To do: Locate each line in the records containing "rows". Copy it.

Items listed in a dataset:

::::::::::

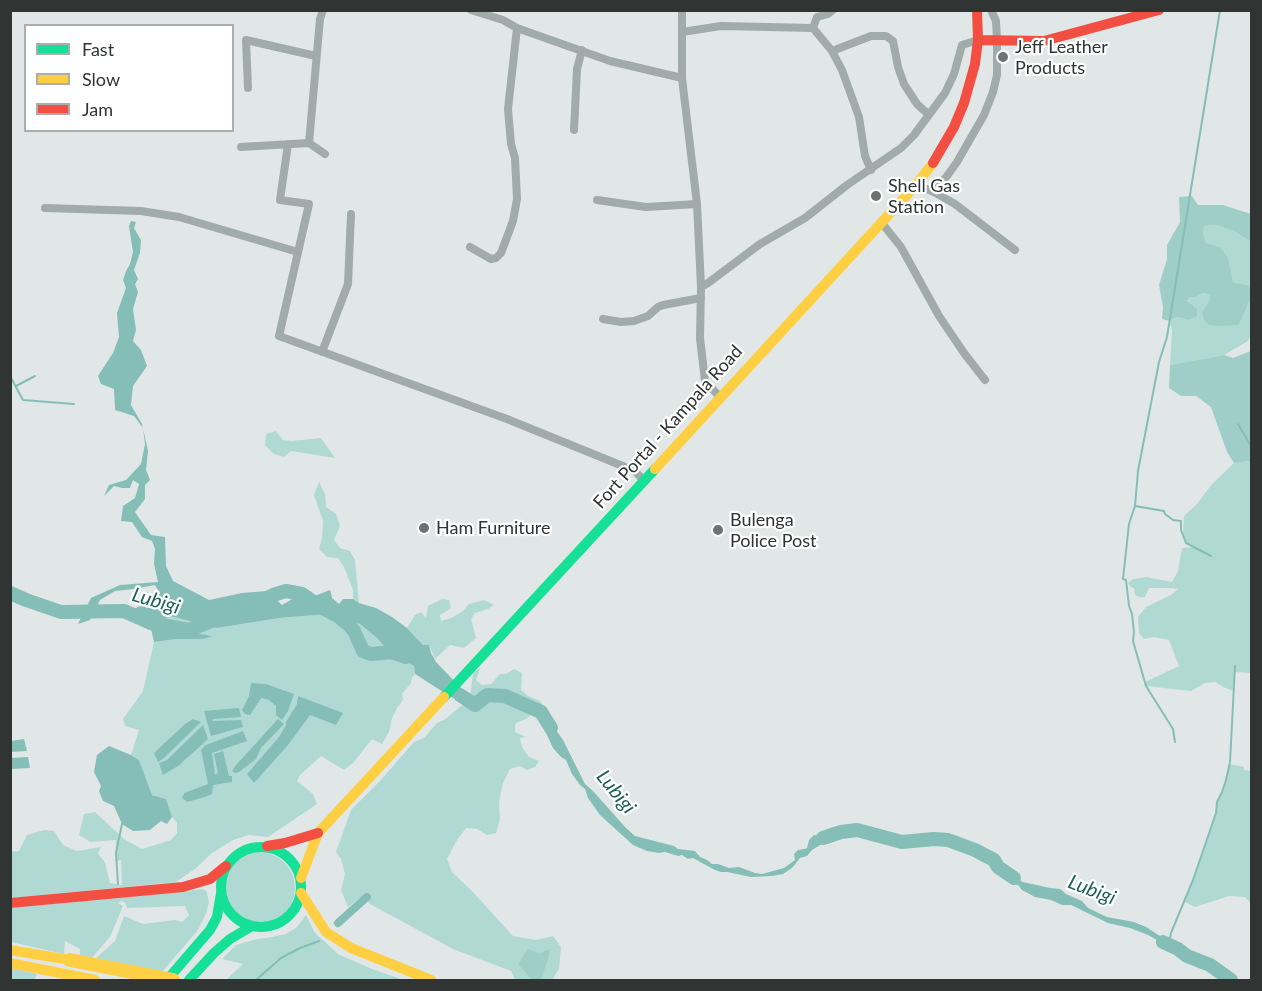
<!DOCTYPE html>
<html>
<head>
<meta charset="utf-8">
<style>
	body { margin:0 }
	#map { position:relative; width:1262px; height:991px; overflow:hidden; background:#e1e7e6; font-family:Lato,sans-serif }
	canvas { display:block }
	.frame { position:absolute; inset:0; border:12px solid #303433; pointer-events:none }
	.legend { position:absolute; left:24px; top:24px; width:210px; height:108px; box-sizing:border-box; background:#fff; border:2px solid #acaead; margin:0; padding:8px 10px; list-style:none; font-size:18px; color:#303433 }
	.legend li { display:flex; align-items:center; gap:12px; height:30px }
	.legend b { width:30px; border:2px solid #acaead }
</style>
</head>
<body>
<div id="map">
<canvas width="1262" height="991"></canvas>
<div class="frame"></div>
<ul class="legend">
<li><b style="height:8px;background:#16e098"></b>Fast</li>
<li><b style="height:8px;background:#ffcf43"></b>Slow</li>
<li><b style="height:8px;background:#f24e42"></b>Jam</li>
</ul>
</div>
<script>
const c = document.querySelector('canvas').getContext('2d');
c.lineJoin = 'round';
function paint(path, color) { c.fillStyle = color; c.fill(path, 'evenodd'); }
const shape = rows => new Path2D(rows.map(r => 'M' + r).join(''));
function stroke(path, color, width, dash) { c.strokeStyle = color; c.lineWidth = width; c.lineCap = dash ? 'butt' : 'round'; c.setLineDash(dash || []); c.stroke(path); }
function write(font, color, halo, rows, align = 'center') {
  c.font = font + ' Lato,sans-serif'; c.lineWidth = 4.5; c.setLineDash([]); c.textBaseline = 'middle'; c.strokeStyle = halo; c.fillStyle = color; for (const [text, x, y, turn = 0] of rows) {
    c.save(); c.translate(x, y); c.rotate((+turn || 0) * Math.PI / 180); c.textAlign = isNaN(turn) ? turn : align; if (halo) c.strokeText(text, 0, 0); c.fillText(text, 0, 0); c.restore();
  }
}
paint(shape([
	[1216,225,1234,231,1251,242,1251,290,1248,285,1233,282,1220,247,1206,243,1203,232,1205,226],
	[1203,293,1210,295,1209,302,1239,325,1251,298,1251,335,1248,341,1224,355,1170,365,1172,330,1169,321,1177,317,1188,320,1187,302,1190,297,1196,297],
	[276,431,283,440,291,441,321,438,335,458,291,451,284,457,274,454,265,445,266,434],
	[1251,461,1251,673,1235,672,1234,691,1223,687,1215,682,1205,683,1191,691,1146,686,1145,682,1179,666,1169,640,1154,637,1144,639,1139,633,1138,617,1146,607,1171,595,1178,589,1171,588,1149,588,1145,597,1139,597,1135,595,1134,588,1131,587,1128,583,1133,579,1147,577,1172,582,1178,571,1182,548,1194,547,1186,543,1183,534,1184,516,1197,504,1212,484,1234,463],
	[319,482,325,494,326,507,336,514,340,526,334,540,340,548,350,551,355,560,359,603,353,599,353,590,344,567,338,558,327,557,319,549,322,538,323,521,314,495],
	[442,599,449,600,451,608,440,615,441,621,451,618,463,611,469,604,484,600,494,605,488,609,475,613,471,619,476,638,464,648,450,645,435,659,429,645,423,645,407,628,415,615,421,612,426,618,428,606],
	[326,614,343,618,360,624,377,638,390,653,414,666,415,674,412,678,411,683,402,694,403,700,397,708,392,718,389,732,382,744,372,739,353,763,344,770,321,756,300,775,297,781,313,794,317,804,268,837,249,835,233,840,212,853,196,868,176,882,11,898,10,852,19,851,27,835,44,830,54,831,63,845,77,851,101,847,98,853,105,863,110,883,122,885,121,860,115,861,116,840,90,842,79,835,84,814,95,812,124,839,142,849,171,840,177,833,177,823,172,817,166,799,152,795,139,760,131,755,139,730,125,726,123,719,143,691,154,642,177,639,204,639,211,636,163,628,157,622,170,616,217,628,279,618],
	[480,668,476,680,482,685,491,684,500,674,506,674,514,669,522,673,521,690,528,696,540,701,544,706,545,710,539,714,533,713,526,719,516,723,515,727,515,732,526,737,520,738,522,747,529,757,539,761,535,767,527,770,520,766,510,769,503,783,499,802,500,819,496,833,487,835,477,829,466,828,457,840,447,859,452,872,472,891,513,936,536,940,553,936,561,947,559,969,552,980,515,980,511,971,453,949,370,904,363,896,348,907,341,890,345,874,341,859,336,852,351,810,380,781,414,742,424,738,437,723,444,720,465,703,474,705,470,698,473,673],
	[1229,764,1244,767,1244,770,1251,771,1251,903,1245,897,1229,896,1195,907,1185,902,1216,813,1217,802,1222,792],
	'223 888a36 36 0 1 1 72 0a36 36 0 1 1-72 0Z',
	[203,889,207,892,209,903,205,916,198,930,162,972,95,959,115,941,124,916,143,924,175,920,182,922,189,915,185,906,127,908,126,904,122,901,118,903,123,906,110,937,91,959,80,957,80,949,65,941,64,954,11,942,11,908],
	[306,915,315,933,338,954,372,969,404,980,226,980,243,964,222,959,236,945,257,939,267,938,286,934,297,927],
	[11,968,37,974,35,979,39,980,11,980]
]), '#b1d9d4');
paint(shape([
	[1192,196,1198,205,1223,205,1251,214,1251,242,1234,231,1216,225,1205,226,1203,232,1206,243,1220,247,1228,258,1233,282,1248,285,1251,290,1251,298,1239,325,1221,326,1209,325,1204,320,1202,312,1209,302,1210,295,1203,293,1196,297,1190,297,1187,301,1197,309,1197,316,1188,320,1177,317,1169,321,1162,319,1163,307,1159,285,1167,259,1167,245,1180,222,1179,197],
	[1251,351,1251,461,1234,463,1227,452,1211,407,1196,396,1181,396,1169,388,1170,365,1224,355,1233,358],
	[528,949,539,953,550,949,548,959,541,980,532,980,518,964]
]), '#9fcec8');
paint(shape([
	[131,221,136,222,134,228,141,240,140,253,134,270,138,279,135,284,138,292,133,309,136,330,133,341,141,350,147,366,133,386,131,405,142,424,148,451,146,470,150,480,145,485,145,499,135,512,151,535,165,537,166,566,173,581,209,600,242,593,267,591,282,605,294,598,312,597,330,590,332,598,339,604,343,599,353,599,359,603,376,608,392,617,407,628,423,645,429,645,431,653,436,662,460,687,475,705,465,703,451,697,415,674,414,666,390,653,377,638,360,624,343,618,327,614,279,618,217,628,170,616,158,622,161,627,212,636,204,639,177,639,154,642,151,629,136,617,124,613,152,601,158,590,155,585,134,589,115,591,100,600,90,620,78,624,91,598,120,585,158,582,154,564,155,549,152,541,142,537,132,522,121,521,123,506,135,498,139,484,133,480,130,488,122,488,114,486,104,496,109,485,126,480,141,464,145,444,143,428,134,416,115,410,114,389,101,384,98,376,113,353,119,337,117,313,126,288,123,280,126,271,130,264,133,252,129,226],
	[251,683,266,684,294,694,288,711,282,720,276,715,276,706,269,700,261,698,250,715,245,714,242,710,249,696],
	[298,696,343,713,336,725,310,715,288,745,254,783,247,774,279,737,286,725,286,722,297,704],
	[239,708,241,717,213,719,212,721,241,720,243,727,211,736,204,711],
	[545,710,551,723,563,740,585,784,593,791,625,827,635,836,674,846,678,849,695,851,700,857,707,860,712,864,718,864,729,868,739,867,755,873,762,874,784,868,795,860,794,854,798,850,804,849,807,848,809,840,814,835,820,836,841,832,812,850,807,856,800,858,792,868,783,874,772,876,751,877,727,872,721,872,715,870,693,858,688,859,682,855,678,856,665,852,659,853,647,851,633,845,600,815,588,798,585,789,580,785,572,774,566,760,561,757,553,748,539,718,539,714],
	[193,719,201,722,165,757,158,762,154,753,185,724],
	[278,719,284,724,261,748,256,759,239,772,235,773,232,771,237,764],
	[203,725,208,739,178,766,163,775,159,763,167,760],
	[243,731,247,741,212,753,215,775,218,773,214,754,223,751,229,776,232,776,232,782,213,785,212,794,205,797,187,802,182,798,182,796,184,795,184,793,208,784,201,750,206,745],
	[24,739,27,751,11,752,11,741],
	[109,746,131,755,139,760,152,795,166,799,172,817,167,824,161,821,150,830,133,831,122,824,114,806,103,801,99,791,101,786,94,772,97,755],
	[28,757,30,768,11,769,11,758],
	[861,828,871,829,879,833,884,838,871,838,857,834,853,831],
	[938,836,955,840,972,846,975,850,948,843,933,842,931,840],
	[1000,869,1023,882,1050,888,1060,889,1066,894,1082,901,1088,908,1107,917,1134,922,1146,927,1174,945,1178,949,1177,951,1148,935,1130,928,1108,923,1071,905,1062,905,1051,900,1035,897,1022,890,1019,886,1001,875],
	[1197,960,1210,962,1222,968,1238,980,1227,980,1201,965]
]), '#84beb7');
stroke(shape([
	[10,376,23,400,74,404],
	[16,386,35,376],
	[1238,424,1252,448],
	[1135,506,1164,511,1165,514,1173,520,1181,521,1181,530,1186,543,1211,556],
	[1175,742,1173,729,1146,686,1133,641,1134,632,1132,614,1129,606,1126,580,1123,579,1129,524,1135,506,1138,471,1159,362,1167,337,1220,10],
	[118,884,116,853,122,824],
	[1169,944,1171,933,1193,880,1216,813,1217,802,1222,792,1226,780,1230,762,1235,666],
	[256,980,281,958,300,948,319,941]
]), '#84beb7', 2);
stroke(shape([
	[338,923,367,897]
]), '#84beb7', 8);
stroke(shape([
	[10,593,26,600,61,612,124,611,151,623,189,630,219,618],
	[256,603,276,594,286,591,302,594,319,606,338,616,349,625,354,631,363,651,371,654,391,652,406,657],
	[460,695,475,705,487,695,505,696,541,712,551,728],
	[823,838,841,832,857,830,902,842,934,839,948,840,975,850,994,860,998,867,1014,878],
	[1163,942,1178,949,1187,956,1210,965,1231,980]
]), '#84beb7', 14);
stroke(shape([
	[471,10,503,20,517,28,610,61,682,78],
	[682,10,682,78,697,204,701,287,700,338,705,381,720,397],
	[813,28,817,17,828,14,833,10],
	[682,32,721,26,813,28,832,51,871,36,886,36,893,41,898,67,904,84,917,104,929,115],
	[832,51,842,70,859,117,865,156,871,170],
	[248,88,246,40,316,56],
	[574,130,577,69,582,50],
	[309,143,320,19,323,10],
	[288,144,280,200,309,204,279,336,507,419,635,471,644,481],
	[241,147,309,143,325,154],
	[916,185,934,192,955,204,1015,250],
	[934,192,947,176,957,162,984,115,993,92,997,75,997,40,996,21,991,10],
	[597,200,646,207,697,204],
	[45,208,141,211,179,217,298,252],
	[881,222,901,247,939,316,964,353,985,380],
	[470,247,491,259,496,258,501,253,513,221,517,199,515,158,511,144,508,109,517,28],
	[701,287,708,283,760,244,805,218,847,185,901,148,914,135,945,93,954,74,962,45,978,40],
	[603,319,621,322,634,321,648,316,658,307,663,305,701,298],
	[322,352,348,284,351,214]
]), '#a1abaa', 8);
stroke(shape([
	[444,697,655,469],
	'221 887a40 40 0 1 1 80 0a40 40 0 1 1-80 0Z',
	[167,980,210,930,217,917,221,893],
	[189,980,214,953,230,939,252,926]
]), '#16e098', 10);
stroke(shape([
	[655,469,916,185,933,163],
	[301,878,318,833,444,697],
	[301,893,326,932,351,948,431,980],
	[10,950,70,960],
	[10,963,95,980]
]), '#ffcf43', 10);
stroke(shape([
	[978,40,1044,41,1159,10],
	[933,163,954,127,964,103,975,64,978,40,977,10],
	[267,846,285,843,318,833],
	[10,903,183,887,210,879,226,866]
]), '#f24e42', 10);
stroke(shape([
	[70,960,173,980]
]), '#ffcf43', 14);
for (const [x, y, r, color] of [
	[1003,57,6,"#6e7372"],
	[876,196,6,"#6e7372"],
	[424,528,6,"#6e7372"],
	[718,530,6,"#6e7372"]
]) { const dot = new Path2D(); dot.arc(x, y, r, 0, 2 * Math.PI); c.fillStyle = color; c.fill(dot); stroke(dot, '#fff', 2); }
write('18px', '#303433', '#fff', [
	["Jeff Leather",1015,47],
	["Products",1015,68],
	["Shell Gas",888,186],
	["Station",888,207],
	["Bulenga",730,520],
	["Police Post",730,541],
	["Ham Furniture",436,528]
], 'left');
write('18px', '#303433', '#fff', [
	["Fort Portal - Kampala Road",668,427,-48]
]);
write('italic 20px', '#1e615a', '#fff', [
	["Lubigi",156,601,16],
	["Lubigi",616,792,51],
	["Lubigi",1092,890,21]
]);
</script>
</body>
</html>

::::::::::

Answer to this exercise:
const shape = rows => new Path2D(rows.map(r => 'M' + r).join(''));
function write(font, color, halo, rows, align = 'center') {
  c.font = font + ' Lato,sans-serif'; c.lineWidth = 4.5; c.setLineDash([]); c.textBaseline = 'middle'; c.strokeStyle = halo; c.fillStyle = color; for (const [text, x, y, turn = 0] of rows) {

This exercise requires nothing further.